▸ Dataset entries
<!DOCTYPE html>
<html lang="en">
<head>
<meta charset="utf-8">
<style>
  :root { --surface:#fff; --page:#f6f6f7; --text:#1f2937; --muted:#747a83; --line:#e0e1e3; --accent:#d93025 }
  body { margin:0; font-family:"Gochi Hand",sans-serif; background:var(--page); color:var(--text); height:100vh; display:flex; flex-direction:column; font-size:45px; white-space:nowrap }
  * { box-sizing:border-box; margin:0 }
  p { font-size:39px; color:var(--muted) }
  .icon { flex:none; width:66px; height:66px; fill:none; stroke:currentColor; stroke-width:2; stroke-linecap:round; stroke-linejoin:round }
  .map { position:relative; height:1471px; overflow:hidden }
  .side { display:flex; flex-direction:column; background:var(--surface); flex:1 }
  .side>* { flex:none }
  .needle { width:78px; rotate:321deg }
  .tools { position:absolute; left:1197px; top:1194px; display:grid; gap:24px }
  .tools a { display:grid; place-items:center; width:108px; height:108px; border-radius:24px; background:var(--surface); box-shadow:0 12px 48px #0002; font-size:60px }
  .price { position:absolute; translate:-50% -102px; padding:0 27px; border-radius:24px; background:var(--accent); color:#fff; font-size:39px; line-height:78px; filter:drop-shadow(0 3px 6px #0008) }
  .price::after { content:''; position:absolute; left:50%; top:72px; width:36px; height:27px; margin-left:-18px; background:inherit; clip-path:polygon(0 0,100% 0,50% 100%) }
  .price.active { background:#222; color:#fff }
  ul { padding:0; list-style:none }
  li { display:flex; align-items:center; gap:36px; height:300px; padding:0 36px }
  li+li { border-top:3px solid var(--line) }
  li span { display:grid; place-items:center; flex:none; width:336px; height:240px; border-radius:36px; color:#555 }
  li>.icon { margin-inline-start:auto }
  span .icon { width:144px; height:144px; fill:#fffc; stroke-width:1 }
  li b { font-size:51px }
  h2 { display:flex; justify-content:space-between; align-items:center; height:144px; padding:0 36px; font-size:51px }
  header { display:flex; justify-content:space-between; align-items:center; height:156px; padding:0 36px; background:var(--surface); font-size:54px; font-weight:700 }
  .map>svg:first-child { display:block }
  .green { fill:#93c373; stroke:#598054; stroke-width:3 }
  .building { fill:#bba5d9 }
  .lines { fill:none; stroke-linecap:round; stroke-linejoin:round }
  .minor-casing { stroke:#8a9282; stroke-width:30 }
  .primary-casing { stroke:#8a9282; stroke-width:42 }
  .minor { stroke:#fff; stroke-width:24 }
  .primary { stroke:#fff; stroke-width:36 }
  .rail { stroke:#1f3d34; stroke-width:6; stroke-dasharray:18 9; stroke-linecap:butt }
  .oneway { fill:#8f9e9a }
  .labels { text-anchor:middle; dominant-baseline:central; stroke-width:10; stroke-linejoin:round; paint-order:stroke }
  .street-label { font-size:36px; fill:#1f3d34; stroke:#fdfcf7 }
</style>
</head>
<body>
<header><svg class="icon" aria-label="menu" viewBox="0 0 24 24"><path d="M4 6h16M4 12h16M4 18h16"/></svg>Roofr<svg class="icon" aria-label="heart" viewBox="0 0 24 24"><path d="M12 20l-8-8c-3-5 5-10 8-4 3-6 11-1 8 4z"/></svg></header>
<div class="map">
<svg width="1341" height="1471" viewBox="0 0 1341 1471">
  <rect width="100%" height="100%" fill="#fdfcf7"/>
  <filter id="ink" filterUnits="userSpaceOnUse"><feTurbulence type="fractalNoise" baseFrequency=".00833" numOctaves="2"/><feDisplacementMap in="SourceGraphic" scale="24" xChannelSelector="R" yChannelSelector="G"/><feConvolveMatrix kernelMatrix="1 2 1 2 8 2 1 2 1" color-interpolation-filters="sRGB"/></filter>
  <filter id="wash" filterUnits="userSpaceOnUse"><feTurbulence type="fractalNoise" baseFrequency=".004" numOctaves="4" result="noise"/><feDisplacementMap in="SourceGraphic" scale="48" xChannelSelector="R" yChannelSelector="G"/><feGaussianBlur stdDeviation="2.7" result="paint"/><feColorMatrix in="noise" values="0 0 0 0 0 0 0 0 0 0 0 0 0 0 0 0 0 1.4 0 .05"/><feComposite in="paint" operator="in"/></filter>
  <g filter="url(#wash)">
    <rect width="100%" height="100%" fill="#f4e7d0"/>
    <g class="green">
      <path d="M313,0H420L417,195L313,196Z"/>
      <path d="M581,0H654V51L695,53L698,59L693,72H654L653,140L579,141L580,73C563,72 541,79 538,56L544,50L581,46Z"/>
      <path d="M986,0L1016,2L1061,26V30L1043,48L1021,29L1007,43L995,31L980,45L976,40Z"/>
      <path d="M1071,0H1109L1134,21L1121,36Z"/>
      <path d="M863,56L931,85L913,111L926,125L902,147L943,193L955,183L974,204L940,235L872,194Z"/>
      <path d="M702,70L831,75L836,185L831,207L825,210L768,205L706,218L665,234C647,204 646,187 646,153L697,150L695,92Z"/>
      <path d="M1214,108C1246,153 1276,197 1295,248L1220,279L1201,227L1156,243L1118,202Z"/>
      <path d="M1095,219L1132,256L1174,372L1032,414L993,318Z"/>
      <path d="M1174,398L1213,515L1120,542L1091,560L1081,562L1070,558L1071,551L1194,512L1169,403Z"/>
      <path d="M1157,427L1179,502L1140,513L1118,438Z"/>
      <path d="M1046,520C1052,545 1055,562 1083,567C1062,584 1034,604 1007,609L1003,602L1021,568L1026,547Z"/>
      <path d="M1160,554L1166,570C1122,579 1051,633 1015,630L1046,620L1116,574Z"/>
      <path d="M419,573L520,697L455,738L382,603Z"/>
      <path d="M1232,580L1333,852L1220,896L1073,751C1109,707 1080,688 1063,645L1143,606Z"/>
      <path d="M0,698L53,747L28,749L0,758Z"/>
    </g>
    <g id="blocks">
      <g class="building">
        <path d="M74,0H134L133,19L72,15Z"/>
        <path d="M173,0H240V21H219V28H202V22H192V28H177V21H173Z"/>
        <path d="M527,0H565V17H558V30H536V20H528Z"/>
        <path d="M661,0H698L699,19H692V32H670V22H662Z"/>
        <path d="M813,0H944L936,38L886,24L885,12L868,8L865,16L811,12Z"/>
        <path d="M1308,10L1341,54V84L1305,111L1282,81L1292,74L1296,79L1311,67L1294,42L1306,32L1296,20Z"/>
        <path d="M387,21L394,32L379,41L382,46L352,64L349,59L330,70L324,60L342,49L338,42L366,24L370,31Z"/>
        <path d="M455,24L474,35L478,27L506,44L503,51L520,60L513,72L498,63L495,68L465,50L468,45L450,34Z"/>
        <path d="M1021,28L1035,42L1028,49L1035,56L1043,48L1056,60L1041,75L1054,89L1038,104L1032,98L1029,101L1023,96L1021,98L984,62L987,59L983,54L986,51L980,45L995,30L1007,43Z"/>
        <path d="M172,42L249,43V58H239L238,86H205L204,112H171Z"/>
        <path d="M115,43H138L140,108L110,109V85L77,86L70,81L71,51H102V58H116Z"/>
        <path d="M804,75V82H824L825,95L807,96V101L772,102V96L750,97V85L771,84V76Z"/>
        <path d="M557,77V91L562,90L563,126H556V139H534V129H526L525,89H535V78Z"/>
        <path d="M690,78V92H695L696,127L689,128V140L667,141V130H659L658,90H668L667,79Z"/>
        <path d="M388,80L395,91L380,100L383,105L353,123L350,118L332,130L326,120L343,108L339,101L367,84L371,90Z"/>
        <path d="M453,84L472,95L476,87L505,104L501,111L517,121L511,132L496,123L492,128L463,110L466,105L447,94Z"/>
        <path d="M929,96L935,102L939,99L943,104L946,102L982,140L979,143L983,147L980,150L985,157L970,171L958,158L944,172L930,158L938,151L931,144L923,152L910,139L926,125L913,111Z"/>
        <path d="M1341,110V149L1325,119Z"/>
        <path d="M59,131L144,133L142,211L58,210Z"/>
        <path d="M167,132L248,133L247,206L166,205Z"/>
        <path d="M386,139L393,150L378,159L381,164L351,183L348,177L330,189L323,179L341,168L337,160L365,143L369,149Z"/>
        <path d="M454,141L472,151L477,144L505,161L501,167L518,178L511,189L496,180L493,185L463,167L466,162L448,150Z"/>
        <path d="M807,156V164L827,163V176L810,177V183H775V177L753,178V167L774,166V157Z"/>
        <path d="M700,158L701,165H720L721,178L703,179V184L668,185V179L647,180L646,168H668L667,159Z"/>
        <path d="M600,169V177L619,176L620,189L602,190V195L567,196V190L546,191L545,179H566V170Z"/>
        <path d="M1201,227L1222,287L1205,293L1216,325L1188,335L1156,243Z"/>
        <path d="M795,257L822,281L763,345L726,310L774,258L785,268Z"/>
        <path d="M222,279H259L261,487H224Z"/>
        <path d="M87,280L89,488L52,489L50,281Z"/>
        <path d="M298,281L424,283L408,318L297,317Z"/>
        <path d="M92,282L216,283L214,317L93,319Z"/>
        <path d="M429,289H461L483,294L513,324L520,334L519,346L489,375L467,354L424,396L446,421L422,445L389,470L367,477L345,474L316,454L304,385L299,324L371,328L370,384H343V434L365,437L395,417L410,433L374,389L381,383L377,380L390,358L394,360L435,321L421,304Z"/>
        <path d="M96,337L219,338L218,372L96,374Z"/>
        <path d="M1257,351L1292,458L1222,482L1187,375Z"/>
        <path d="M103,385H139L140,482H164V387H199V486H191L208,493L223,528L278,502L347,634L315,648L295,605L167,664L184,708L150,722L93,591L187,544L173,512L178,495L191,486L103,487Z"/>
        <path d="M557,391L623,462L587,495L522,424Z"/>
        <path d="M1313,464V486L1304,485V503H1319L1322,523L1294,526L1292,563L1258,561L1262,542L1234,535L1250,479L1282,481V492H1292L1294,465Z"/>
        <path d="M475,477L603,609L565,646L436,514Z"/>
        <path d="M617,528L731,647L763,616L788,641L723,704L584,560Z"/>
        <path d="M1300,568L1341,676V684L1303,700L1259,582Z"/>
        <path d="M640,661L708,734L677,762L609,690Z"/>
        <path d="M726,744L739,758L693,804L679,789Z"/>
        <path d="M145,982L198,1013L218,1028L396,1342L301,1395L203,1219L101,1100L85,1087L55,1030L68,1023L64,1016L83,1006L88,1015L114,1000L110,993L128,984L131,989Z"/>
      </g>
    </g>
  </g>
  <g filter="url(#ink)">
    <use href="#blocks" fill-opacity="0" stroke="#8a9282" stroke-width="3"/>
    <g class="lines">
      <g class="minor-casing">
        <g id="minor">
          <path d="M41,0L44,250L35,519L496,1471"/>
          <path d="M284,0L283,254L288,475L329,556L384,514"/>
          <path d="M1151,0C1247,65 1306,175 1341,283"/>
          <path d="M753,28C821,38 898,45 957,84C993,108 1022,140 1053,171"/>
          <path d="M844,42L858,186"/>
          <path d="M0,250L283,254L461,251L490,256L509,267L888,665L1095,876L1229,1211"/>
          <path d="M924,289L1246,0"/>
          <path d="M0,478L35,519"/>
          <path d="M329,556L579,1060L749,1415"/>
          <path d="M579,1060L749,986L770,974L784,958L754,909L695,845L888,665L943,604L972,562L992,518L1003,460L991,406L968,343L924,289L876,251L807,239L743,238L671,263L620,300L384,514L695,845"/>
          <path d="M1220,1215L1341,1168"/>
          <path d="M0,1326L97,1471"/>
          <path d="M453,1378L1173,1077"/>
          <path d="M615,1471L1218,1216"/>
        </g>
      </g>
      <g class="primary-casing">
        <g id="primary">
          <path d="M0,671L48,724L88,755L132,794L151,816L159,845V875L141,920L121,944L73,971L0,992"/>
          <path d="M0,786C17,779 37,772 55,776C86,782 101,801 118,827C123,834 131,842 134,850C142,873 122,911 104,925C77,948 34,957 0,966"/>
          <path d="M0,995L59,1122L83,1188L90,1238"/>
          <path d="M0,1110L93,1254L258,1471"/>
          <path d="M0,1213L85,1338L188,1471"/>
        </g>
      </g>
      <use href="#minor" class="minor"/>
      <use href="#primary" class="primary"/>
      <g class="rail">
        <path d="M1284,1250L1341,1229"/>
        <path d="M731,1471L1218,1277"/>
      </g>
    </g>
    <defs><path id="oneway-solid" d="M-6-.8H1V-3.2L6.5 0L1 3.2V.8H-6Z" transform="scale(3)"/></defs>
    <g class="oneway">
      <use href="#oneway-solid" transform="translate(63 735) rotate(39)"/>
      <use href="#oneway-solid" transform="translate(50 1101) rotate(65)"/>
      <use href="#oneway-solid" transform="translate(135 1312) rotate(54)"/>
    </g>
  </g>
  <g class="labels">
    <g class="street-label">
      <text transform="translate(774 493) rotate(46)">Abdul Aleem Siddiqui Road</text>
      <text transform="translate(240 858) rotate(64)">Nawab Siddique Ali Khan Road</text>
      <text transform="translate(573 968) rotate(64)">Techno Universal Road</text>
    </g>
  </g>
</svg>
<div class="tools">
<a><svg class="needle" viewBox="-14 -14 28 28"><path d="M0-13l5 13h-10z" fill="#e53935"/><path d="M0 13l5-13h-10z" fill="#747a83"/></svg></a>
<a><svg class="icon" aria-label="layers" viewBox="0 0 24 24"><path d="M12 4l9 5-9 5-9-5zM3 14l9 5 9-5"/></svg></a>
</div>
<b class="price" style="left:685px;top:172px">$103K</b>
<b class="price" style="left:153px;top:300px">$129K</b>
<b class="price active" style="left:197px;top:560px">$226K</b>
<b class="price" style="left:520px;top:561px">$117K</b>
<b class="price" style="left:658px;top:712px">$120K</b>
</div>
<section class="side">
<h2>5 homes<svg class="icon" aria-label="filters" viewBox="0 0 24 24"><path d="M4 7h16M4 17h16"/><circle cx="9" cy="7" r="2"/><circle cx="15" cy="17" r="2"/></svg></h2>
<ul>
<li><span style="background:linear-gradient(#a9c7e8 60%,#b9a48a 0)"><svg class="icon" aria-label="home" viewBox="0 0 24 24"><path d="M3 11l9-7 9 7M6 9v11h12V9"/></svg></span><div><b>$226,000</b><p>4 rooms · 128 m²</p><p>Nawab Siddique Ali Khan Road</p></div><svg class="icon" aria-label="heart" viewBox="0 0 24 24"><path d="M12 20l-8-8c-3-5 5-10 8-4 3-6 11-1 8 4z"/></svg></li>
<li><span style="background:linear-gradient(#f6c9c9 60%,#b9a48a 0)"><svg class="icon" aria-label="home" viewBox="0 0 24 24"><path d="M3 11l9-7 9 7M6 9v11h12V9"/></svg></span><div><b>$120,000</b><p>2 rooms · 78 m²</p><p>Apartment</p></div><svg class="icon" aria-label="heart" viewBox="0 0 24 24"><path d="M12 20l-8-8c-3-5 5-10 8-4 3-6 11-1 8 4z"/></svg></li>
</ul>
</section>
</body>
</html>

▸ What is required
From the records above, transcribe without alteration every line from the one with "display:flex; flex-direction:column; background:var(--surface);" to the one with "position:absolute; left:1197px; top:1194px;", inclusive.

▸ Task output
  .side { display:flex; flex-direction:column; background:var(--surface); flex:1 }
  .side>* { flex:none }
  .needle { width:78px; rotate:321deg }
  .tools { position:absolute; left:1197px; top:1194px; display:grid; gap:24px }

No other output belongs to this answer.